Despite the importance of the Web to all news organizations, many of them still treat their online teams like poor relations: Stick them in a corner and feed them scraps. But senior web producer Rich Murphy at WTTG-TV in Washington has worked hard to change the way his newsroom deals with the Web.
Step one: Almost as soon as he arrived at the station, he pushed to move the Web desk close to the assignment desk. It’s now in the middle of the action, although Murphy says the Web team still needs “newsroom ears” to stay on top of what’s happening day-to-day.
Step two: Educate the rest of the staff about the importance of the Web. TV newsrooms may be used to dealing with breaking news, but in most cases they still operate on a “next up broadcast” timetable. Murphy’s mantra: “I don’t have two and a half hours [until the next newscast]. I have now.”

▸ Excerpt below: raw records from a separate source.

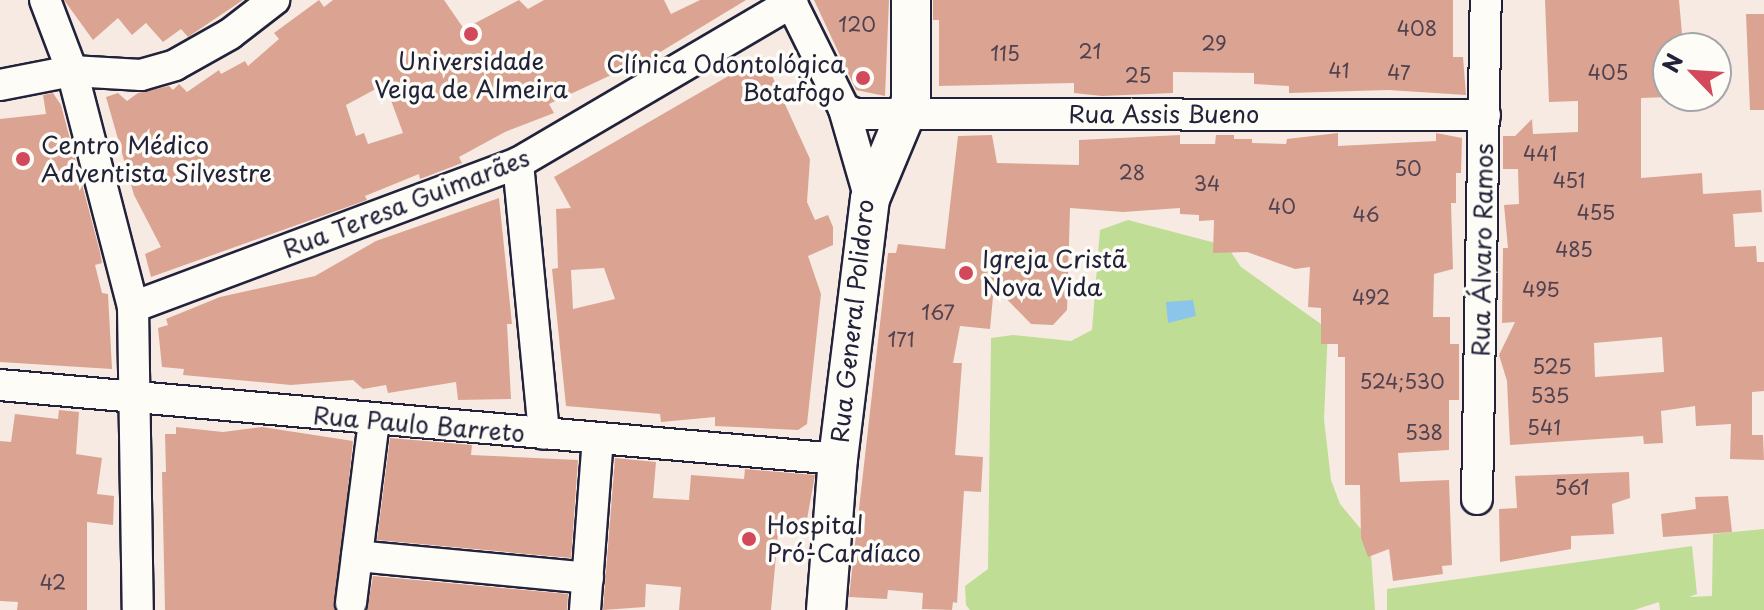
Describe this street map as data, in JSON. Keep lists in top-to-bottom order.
{
  "streets": {
    "main road": ["Rua General Polidoro"],
    "street": [
      "Rua Assis Bueno",
      "Rua Teresa Guimarães",
      "Rua Álvaro Ramos",
      "Rua Paulo Barreto"
    ]
  },
  "crossings": [
    ["Rua Assis Bueno", "Rua Álvaro Ramos"],
    ["Rua Assis Bueno", "Rua General Polidoro"],
    ["Rua Teresa Guimarães", "Rua General Polidoro"],
    ["Rua General Polidoro", "Rua Paulo Barreto"]
  ],
  "places": [
    "Universidade Veiga de Almeira",
    "Clínica Odontológica Botafogo",
    "Centro Médico Adventista Silvestre",
    "Igreja Cristã Nova Vida",
    "Hospital Pró-Cardíaco"
  ],
  "house_numbers": [
    "120",
    "408",
    "29",
    "21",
    "115",
    "41",
    "47",
    "405",
    "25",
    "441",
    "50",
    "28",
    "451",
    "34",
    "40",
    "455",
    "46",
    "485",
    "495",
    "492",
    "167",
    "171",
    "525",
    "524;530",
    "535",
    "541",
    "538",
    "561",
    "42"
  ],
  "north": "top left"
}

Step three: Train the staff how to file for the Web. Murphy has developed “how to” tip sheets to make it easy to remember the basics. For example, he wrote up the steps to follow to convert a TV script in all caps to upper and lower case, and showed reporters how to send in photos from their cellphones.
Step four: Encourage reporters to file their own Web stories instead of expecting online producers to do it for them. “Your name is on it,” Murphy tells them. “You’ll know if it’s correct. You can make it look better.” It takes constant reinforcement, he says, to get online contributions from the non-Web staff. “When someone sends us a picture or a link, I send a thank you email that goes to the whole staff.” It’s paid off, too. The station was able to post the first photo from the recent shooting at the Holocaust Museum because someone on staff actually thought about feeding the Web.
Step five: Make smart decisions about Web video and other elements. With an online team that’s been cut from four people to three, Murphy says he has to make a judgment call on every long video or project. “If it takes X amount of time, is it worth it or should I do something else?” he asks.